The Bangkok-based Seatca noted how an aggressive civil-society campaign caused Sen. Ralph Recto on Monday to resign his position as chairman of the Senate’s Committee on Ways and Means.
Recto has resigned as the chairman of the committee after public-health advocates raised a howl over a committee version of the sin-tax bill reported out by Recto.
The advocates said the Recto version of the bill “watered down” the original bill. Former Sen. and Health Secretary Juan Flavier said the Recto version of the bill would essentially “preserve the status quo” in Philippine tobacco use.
“We fully support the public-health advocates, and urge them to be vigilant and steadfast, so as to move forward with the fight,” Seatca Director Bungon Ritthiphakdee said, adding that, “It is not an easy task to develop and put in place strong tobacco control legislation, but keeping in mind that it is for the greater good of your countrymen, then efforts to raise tobacco taxes and prices will not be in vain.”
Meanwhile, HealthJustice Project Manager Evita Ricafort, in a statement, said: “We consider Recto’s resignation a sign of progress—the deafening cry of civil society for a tax reform that will serve its purpose to save lives is being heard. We want the government to know that we will continue to guard the fort with them and ensure that public-health policies are free from the influence of the tobacco industry.
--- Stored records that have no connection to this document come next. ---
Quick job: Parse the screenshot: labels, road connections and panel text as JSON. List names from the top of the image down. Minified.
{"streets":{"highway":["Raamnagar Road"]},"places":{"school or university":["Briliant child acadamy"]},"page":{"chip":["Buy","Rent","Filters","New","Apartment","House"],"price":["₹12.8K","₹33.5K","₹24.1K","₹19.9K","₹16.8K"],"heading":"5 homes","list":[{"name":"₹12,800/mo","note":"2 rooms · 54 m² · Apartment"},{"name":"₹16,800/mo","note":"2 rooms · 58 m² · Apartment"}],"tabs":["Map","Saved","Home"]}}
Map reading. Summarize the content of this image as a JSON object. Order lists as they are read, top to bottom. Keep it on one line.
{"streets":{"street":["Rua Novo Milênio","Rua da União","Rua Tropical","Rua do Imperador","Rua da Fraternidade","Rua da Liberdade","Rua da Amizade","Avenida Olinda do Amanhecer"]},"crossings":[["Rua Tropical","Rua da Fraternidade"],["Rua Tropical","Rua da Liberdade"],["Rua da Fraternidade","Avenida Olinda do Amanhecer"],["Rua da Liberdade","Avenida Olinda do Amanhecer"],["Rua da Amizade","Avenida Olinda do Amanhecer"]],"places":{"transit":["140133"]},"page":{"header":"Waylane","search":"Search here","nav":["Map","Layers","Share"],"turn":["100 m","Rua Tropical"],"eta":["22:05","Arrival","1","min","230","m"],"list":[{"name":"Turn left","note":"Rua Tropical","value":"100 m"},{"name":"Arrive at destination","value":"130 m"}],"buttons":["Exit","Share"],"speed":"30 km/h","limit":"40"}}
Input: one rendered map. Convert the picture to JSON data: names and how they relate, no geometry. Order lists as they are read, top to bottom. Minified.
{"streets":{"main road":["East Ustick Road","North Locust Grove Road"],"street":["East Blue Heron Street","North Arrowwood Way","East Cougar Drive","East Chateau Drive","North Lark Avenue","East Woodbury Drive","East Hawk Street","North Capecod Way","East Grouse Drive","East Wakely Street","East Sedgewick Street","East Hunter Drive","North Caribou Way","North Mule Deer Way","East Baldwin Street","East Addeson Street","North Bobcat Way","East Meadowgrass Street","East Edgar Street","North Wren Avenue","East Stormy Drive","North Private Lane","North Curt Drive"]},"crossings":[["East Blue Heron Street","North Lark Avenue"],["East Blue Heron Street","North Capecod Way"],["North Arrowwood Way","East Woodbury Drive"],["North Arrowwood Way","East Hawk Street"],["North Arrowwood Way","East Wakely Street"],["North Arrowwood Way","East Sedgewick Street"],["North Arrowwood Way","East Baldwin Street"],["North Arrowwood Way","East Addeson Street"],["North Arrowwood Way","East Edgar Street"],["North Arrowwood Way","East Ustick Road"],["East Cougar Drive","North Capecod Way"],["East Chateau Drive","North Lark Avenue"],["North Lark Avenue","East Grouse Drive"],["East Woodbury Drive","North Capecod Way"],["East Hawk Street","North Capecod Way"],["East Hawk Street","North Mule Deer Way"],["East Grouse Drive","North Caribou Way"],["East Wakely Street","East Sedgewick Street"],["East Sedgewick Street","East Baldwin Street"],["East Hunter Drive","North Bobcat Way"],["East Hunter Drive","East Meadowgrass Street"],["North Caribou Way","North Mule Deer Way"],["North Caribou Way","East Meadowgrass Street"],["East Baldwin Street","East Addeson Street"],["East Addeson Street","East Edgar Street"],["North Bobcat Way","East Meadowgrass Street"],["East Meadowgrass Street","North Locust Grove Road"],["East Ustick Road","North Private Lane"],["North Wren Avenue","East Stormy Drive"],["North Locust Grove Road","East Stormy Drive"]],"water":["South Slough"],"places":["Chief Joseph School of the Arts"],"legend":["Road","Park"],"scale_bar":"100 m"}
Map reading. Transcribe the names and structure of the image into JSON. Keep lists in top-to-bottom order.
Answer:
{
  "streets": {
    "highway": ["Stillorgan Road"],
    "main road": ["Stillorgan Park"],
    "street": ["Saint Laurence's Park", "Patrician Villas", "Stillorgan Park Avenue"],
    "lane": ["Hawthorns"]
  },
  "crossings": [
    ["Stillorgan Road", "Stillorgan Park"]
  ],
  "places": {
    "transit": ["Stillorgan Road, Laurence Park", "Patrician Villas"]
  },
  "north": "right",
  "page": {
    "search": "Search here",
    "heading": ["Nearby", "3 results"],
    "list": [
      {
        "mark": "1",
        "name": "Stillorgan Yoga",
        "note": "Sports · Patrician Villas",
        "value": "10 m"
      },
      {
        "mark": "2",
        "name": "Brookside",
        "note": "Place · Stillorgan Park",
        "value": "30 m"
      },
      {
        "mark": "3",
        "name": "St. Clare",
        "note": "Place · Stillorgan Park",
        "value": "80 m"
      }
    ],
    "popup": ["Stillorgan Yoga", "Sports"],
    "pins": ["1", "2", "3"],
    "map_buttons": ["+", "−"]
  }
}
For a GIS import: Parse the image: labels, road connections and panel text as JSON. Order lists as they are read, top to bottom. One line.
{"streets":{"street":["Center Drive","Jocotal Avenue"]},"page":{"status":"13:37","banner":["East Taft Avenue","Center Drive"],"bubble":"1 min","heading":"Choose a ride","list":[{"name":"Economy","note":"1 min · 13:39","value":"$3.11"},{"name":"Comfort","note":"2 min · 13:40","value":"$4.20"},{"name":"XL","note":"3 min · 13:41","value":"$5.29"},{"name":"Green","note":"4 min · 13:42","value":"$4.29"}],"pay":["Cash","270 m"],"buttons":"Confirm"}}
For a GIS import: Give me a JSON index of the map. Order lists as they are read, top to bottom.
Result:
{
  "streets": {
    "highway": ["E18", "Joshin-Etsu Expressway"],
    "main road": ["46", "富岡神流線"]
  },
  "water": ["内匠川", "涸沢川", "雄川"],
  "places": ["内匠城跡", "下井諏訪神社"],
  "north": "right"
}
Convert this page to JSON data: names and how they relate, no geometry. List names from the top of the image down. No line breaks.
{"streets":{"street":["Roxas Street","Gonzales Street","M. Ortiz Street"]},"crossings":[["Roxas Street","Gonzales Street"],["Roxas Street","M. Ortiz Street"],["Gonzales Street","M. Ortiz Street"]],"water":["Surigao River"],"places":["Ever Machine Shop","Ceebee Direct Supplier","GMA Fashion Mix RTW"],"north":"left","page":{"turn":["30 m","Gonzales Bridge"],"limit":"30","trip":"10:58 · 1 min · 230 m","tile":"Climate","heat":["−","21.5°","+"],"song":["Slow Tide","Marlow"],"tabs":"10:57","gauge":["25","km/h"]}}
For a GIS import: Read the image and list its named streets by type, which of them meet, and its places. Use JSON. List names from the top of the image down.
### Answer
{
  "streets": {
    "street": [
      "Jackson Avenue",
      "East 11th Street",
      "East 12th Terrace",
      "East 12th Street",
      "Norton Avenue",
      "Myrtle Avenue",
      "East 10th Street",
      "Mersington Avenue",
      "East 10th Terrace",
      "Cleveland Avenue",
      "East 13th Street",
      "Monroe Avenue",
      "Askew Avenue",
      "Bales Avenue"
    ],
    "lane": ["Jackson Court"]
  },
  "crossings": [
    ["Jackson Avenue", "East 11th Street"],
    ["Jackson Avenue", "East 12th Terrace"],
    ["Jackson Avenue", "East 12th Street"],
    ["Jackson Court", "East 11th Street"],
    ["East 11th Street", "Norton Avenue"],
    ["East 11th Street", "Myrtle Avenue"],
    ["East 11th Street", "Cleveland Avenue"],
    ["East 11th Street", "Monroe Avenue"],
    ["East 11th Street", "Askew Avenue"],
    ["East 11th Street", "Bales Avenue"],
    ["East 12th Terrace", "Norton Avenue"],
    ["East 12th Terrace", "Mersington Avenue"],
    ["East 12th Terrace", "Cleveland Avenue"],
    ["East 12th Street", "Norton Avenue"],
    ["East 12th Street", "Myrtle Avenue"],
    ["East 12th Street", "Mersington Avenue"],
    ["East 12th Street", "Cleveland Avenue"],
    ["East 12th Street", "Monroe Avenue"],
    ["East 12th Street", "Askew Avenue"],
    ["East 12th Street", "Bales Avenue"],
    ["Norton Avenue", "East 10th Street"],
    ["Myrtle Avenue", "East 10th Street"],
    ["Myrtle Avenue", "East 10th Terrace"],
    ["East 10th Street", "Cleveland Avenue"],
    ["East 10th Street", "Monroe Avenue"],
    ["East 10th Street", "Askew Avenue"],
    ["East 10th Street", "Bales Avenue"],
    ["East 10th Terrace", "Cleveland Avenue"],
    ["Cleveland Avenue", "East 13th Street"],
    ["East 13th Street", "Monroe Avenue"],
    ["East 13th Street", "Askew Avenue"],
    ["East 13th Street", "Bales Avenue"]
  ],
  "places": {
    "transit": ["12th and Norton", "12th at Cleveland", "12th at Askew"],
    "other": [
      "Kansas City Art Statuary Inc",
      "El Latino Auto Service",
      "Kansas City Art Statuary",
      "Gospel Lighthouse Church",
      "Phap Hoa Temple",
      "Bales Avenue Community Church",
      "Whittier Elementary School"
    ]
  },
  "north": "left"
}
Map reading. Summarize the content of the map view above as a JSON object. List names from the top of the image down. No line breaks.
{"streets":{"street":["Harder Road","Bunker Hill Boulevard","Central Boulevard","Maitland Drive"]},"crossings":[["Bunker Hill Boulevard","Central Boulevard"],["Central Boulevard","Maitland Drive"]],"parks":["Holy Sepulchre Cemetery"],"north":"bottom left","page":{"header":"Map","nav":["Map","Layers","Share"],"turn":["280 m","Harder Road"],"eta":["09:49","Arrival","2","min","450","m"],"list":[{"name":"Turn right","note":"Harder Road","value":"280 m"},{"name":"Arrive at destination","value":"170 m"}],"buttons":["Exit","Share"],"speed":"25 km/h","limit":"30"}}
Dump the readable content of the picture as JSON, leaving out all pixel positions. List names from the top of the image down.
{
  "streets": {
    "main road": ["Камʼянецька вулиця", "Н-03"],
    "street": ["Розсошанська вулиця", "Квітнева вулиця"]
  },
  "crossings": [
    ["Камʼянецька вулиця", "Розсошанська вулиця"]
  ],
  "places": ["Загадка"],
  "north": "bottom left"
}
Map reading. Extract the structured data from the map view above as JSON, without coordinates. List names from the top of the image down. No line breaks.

After all, the interests of the government in protecting its people can never be reconciled with the interests of the tobacco industry to rake in profit.”
Seatca noted that “aggressive campaigns of the rich and powerful tobacco industry to misinform and spread lies has happened in other Association of Southeast Asian countries, but countries fought hard and were successful, because their governments were ultimately compelled to put public interest first over self and the tobacco industry. We are deeply concerned about events in the Philippines and how the tobacco industries blatantly try to meddle in government legislative processes, with the attempts to water down tax laws.”